● **Task to complete**:
Reproduce, character for character, the lines below from the first through the one with "2px #a9aeb7) drop-shadow(0". Leave pictures out.

● **Dataset entries**:
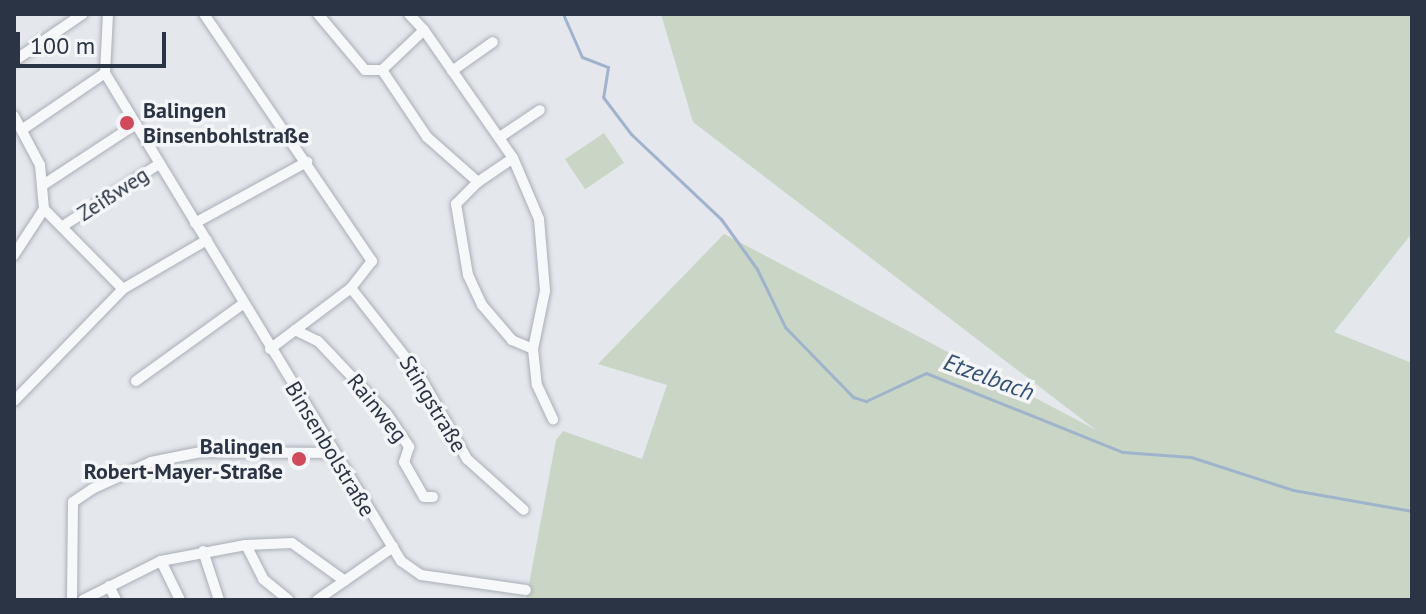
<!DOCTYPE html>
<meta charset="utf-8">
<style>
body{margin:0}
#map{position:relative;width:1426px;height:614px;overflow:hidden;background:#e4e7ec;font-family:"PT Sans",sans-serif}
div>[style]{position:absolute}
.green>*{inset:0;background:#c9d6c5;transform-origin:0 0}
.stream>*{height:3px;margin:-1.5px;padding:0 1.5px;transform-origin:1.5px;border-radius:1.5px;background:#9fb4cc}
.roads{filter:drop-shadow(0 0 2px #a9aeb7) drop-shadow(0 0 2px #a9aeb7)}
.street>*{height:10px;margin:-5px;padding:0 5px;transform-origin:5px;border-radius:5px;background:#f7f8fa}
.dots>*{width:22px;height:22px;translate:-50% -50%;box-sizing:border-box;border:4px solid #f4f6f9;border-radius:50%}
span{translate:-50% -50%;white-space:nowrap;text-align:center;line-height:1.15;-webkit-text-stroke:7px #f4f6f9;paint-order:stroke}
.poi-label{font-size:22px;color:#2b3445;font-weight:700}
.left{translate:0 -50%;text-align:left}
.right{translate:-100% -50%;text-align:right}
.street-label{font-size:22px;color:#2b3445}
.water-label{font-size:24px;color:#34527a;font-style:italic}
.frame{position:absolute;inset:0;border:16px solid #2b3445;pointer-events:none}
.scale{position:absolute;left:16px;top:32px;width:150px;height:36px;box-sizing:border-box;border:4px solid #2b3445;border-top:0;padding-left:10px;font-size:24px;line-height:28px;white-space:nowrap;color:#2b3445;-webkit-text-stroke:6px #f4f6f9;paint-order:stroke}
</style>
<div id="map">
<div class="green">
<div style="clip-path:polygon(661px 14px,1412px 14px,1412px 233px,1334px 332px,1412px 363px,1412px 600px,526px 600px,556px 440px,563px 431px,642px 459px,667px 385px,598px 364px,724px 234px,1096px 430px,693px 122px)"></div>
<div style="left:604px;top:133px;width:36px;height:47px;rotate:56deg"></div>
</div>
<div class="stream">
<div style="left:563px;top:14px;width:47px;rotate:66.2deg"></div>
<div style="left:582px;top:57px;width:28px;rotate:21deg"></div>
<div style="left:608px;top:67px;width:30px;rotate:99deg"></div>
<div style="left:603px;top:97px;width:46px;rotate:52.9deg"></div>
<div style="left:631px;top:134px;width:124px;rotate:43.4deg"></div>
<div style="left:721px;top:219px;width:62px;rotate:54.2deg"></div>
<div style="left:757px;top:269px;width:64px;rotate:64.2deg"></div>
<div style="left:785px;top:327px;width:98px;rotate:45.8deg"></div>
<div style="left:853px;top:397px;width:14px;rotate:17deg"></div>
<div style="left:866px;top:401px;width:66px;rotate:-25deg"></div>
<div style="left:926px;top:373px;width:212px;rotate:21.9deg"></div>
<div style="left:1123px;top:452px;width:68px;rotate:4.2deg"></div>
<div style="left:1191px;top:457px;width:107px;rotate:17.9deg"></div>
<div style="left:1293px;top:490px;width:121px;rotate:10deg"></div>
</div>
<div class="roads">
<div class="street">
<div style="left:108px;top:14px;width:59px;rotate:92.9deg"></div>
<div style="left:105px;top:73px;width:571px;rotate:58.76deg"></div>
<div style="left:401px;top:561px;width:24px;rotate:35deg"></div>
<div style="left:421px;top:575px;width:106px;rotate:8.1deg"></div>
<div style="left:204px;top:14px;width:299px;rotate:55.8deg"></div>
<div style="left:372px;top:261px;width:34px;rotate:128deg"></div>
<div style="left:351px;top:288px;width:108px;rotate:51.8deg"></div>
<div style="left:418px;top:373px;width:99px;rotate:60.3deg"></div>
<div style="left:467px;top:459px;width:76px;rotate:41.8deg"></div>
<div style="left:318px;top:14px;width:73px;rotate:50deg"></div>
<div style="left:365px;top:70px;width:17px"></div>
<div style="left:409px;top:14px;width:22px;rotate:47deg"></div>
<div style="left:424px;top:30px;width:156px;rotate:55.2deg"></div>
<div style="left:513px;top:158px;width:66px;rotate:66.9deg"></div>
<div style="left:539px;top:219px;width:72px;rotate:85.2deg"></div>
<div style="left:545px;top:291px;width:59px;rotate:101.7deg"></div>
<div style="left:533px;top:349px;width:23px;rotate:-157deg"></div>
<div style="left:512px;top:340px;width:46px;rotate:-130.6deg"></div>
<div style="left:482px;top:305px;width:33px;rotate:-115deg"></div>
<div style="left:468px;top:275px;width:72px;rotate:-99.6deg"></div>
<div style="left:456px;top:204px;width:31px;rotate:-45deg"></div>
<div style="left:478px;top:182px;width:68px;rotate:-138.6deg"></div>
<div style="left:427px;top:137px;width:81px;rotate:-123.9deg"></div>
<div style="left:382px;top:70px;width:58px;rotate:-43.6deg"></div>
<div style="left:14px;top:61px;width:83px;rotate:-34.3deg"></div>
<div style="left:452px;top:71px;width:50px;rotate:-35.3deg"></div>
<div style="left:14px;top:116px;width:55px;rotate:62deg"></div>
<div style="left:40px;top:165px;width:44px;rotate:84.8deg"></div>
<div style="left:44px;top:209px;width:55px;rotate:123.1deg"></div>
<div style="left:23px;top:129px;width:99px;rotate:-34.3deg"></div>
<div style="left:500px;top:137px;width:48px;rotate:-34deg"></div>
<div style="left:478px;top:182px;width:42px;rotate:-34.4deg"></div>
<div style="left:43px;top:185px;width:111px;rotate:-33.3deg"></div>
<div style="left:44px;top:209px;width:112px;rotate:45.4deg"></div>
<div style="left:195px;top:223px;width:128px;rotate:-28.6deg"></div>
<div style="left:66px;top:224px;width:111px;rotate:-32.8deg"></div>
<div style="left:295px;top:330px;width:25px;rotate:26deg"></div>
<div style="left:318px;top:341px;width:100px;rotate:46.6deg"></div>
<div style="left:387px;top:414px;width:40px;rotate:56deg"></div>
<div style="left:409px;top:447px;width:16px;rotate:108deg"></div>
<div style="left:404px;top:462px;width:40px;rotate:60.3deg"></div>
<div style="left:424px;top:497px;width:9px"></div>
<div style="left:270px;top:349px;width:101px;rotate:-37deg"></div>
<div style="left:533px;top:349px;width:36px;rotate:84deg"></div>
<div style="left:537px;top:385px;width:38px;rotate:65deg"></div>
<div style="left:136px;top:381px;width:133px;rotate:-35.8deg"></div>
<div style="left:14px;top:401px;width:156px;rotate:-45.8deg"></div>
<div style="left:123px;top:289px;width:97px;rotate:-30.3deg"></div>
<div style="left:246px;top:545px;width:38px;rotate:63deg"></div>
<div style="left:263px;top:579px;width:33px;rotate:39deg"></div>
<div style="left:203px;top:551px;width:52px;rotate:71.9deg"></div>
<div style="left:161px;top:561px;width:43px;rotate:64deg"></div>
<div style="left:109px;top:586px;width:16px;rotate:63deg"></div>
<div style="left:72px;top:600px;width:98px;rotate:-89.4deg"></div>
<div style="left:73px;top:502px;width:23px;rotate:-34deg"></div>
<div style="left:92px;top:489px;width:65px;rotate:-24.6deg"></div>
<div style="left:151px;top:462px;width:51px;rotate:-11.3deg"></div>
<div style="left:201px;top:452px;width:131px;rotate:0.4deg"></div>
<div style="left:83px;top:600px;width:87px;rotate:-26.6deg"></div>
<div style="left:161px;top:561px;width:86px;rotate:-10.7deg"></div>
<div style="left:246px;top:545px;width:46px;rotate:-2.5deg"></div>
<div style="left:292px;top:543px;width:65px;rotate:35.6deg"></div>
<div style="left:317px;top:600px;width:93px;rotate:-34.9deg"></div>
</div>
</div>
<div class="dots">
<div style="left:127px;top:123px;background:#d1495b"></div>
<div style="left:299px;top:459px;background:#d1495b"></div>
</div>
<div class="poi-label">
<span class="left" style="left:143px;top:123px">Balingen<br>Binsenbohlstraße</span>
<span class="right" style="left:283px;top:459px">Balingen<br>Robert-Mayer-Straße</span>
</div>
<div class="street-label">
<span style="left:113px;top:194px;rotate:-33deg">Zeißweg</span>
<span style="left:433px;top:404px;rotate:59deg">Stingstraße</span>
<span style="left:377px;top:408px;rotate:51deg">Rainweg</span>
<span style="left:330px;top:449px;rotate:59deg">Binsenbolstraße</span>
</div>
<div class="water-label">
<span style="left:989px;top:377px;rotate:20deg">Etzelbach</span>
</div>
<div class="frame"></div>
<div class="scale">100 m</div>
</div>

● **Your response**:
<!DOCTYPE html>
<meta charset="utf-8">
<style>
body{margin:0}
#map{position:relative;width:1426px;height:614px;overflow:hidden;background:#e4e7ec;font-family:"PT Sans",sans-serif}
div>[style]{position:absolute}
.green>*{inset:0;background:#c9d6c5;transform-origin:0 0}
.stream>*{height:3px;margin:-1.5px;padding:0 1.5px;transform-origin:1.5px;border-radius:1.5px;background:#9fb4cc}
.roads{filter:drop-shadow(0 0 2px #a9aeb7) drop-shadow(0 0 2px #a9aeb7)}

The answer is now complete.